La figura che servirebbe e che non c’è

Lorenzo

Castellani

Philip Selznick, uno dei più importanti sociologi americani del dopoguerra, spiegava che le istituzioni contemporanee necessitavano di due componenti fondamentali per ben funzionare di cui non si poteva fare a meno: la leadership e l’amministrazione. Senza amministrazione la leadership, per costituzione visionaria e creativa, va fuori controllo, ma senza leadership l’amministrazione si trasforma in burocrazia. Se si osserva il panorama politico italiana è piuttosto evidente la sconnessione tra leadership e amministrazione. La destra ha soltanto leadership, uomini e donne forti alla guida di partiti personali. Le strutture hanno sempre fatto fatica sia sul piano dell’organizzazione partitica che soprattutto nel mettere a sistema interessi, corporazioni, categorie, relazioni diplomatiche.

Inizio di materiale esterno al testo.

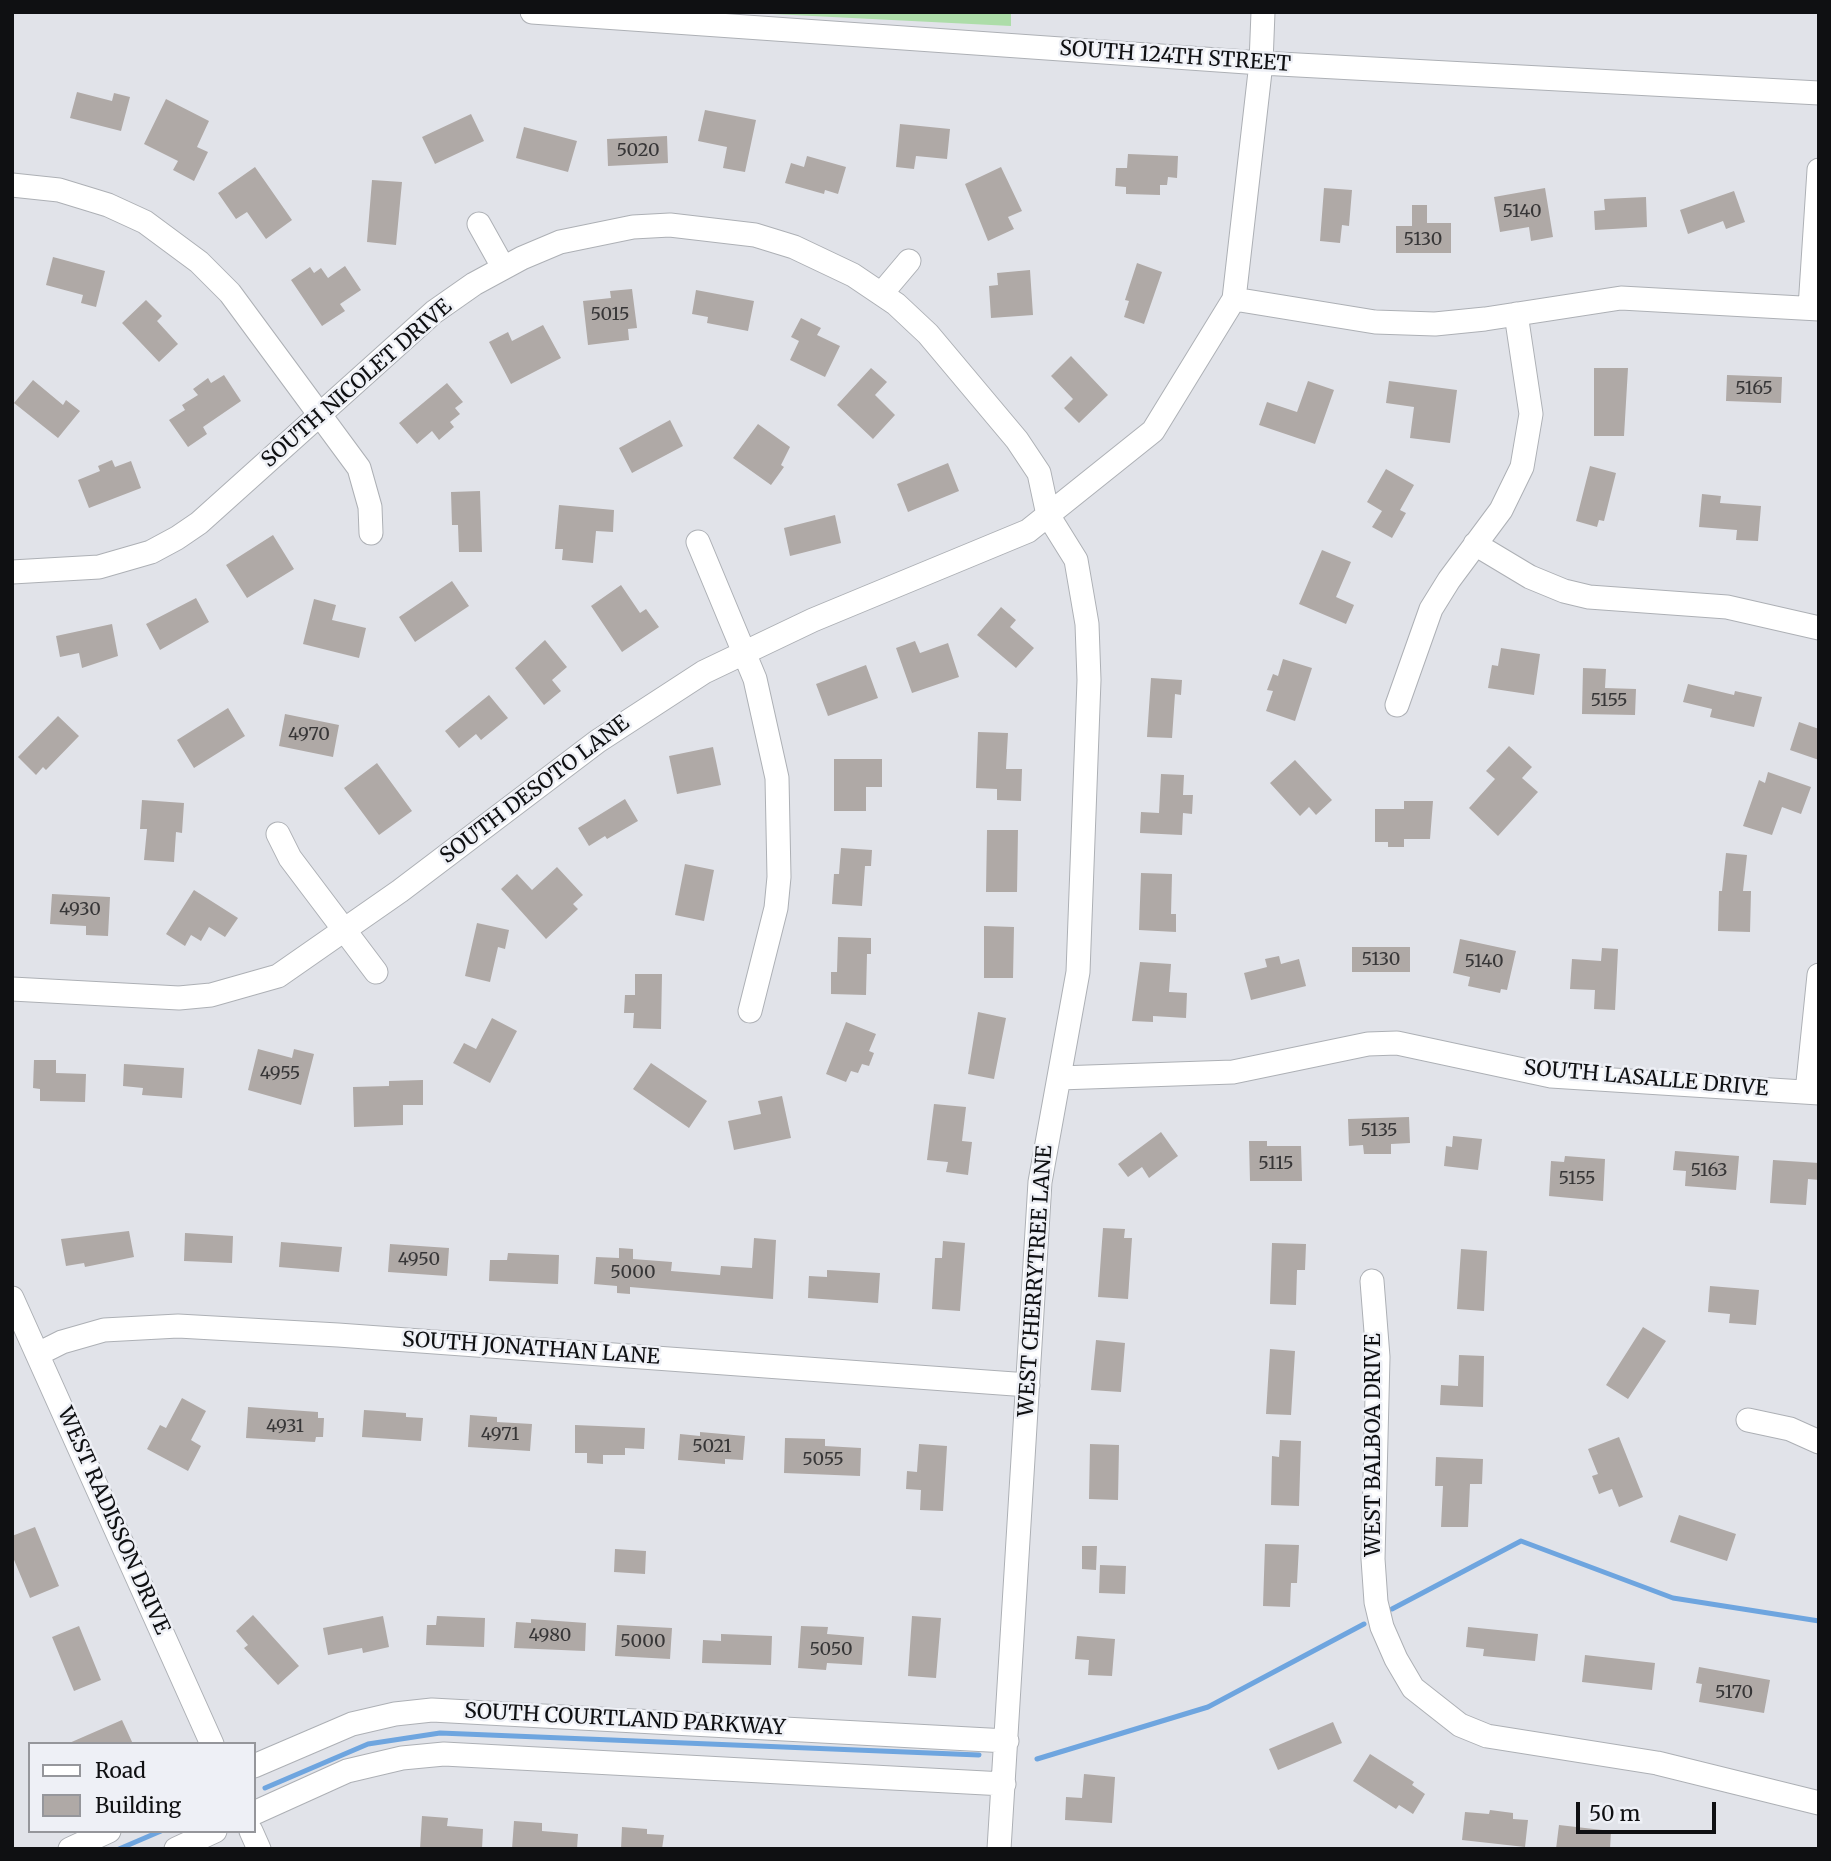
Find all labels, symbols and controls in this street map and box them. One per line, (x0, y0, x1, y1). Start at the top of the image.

Lo stesso oramai vale per il centro dove il tira e molla tra Renzi e Calenda evidenzia la personalizzazione assoluta impressa alla politica, ma anche i rischi che l’accentramento carismatico comporta con scissioni, rotture di alleanze, cambi repentini di rotta. A sinistra, invece, c’è tutt’altro scenario. Letta e Conte sono due amministratori più che leader carismatici. Abituati a mediare, tessera la tela, procedere con gradualità, senza eccedere in empatia popolare. Letta punta sull’affidabilità personale e su un partito vecchio stile, diviso in correnti e ramificato nella macchina dello Stato, nella cultura e in certe corporazioni. Conte cerca di ricostruire senza strappi ulteriori l’identità del Movimento 5 Stelle e di preservare ciò che resta. Tuttavia, la fotografia mostra le debolezze del sistema politico italiano, spaccato a metà tra leaderismo spericolato e amministrazione ingessata. Quando ciò che servirebbe è proprio quello che Selznick indicava nel titolo del suo libro più noto: la leadership nell’amministrazione. Senza questa concordanza l’equilibrio politico resta sempre precario.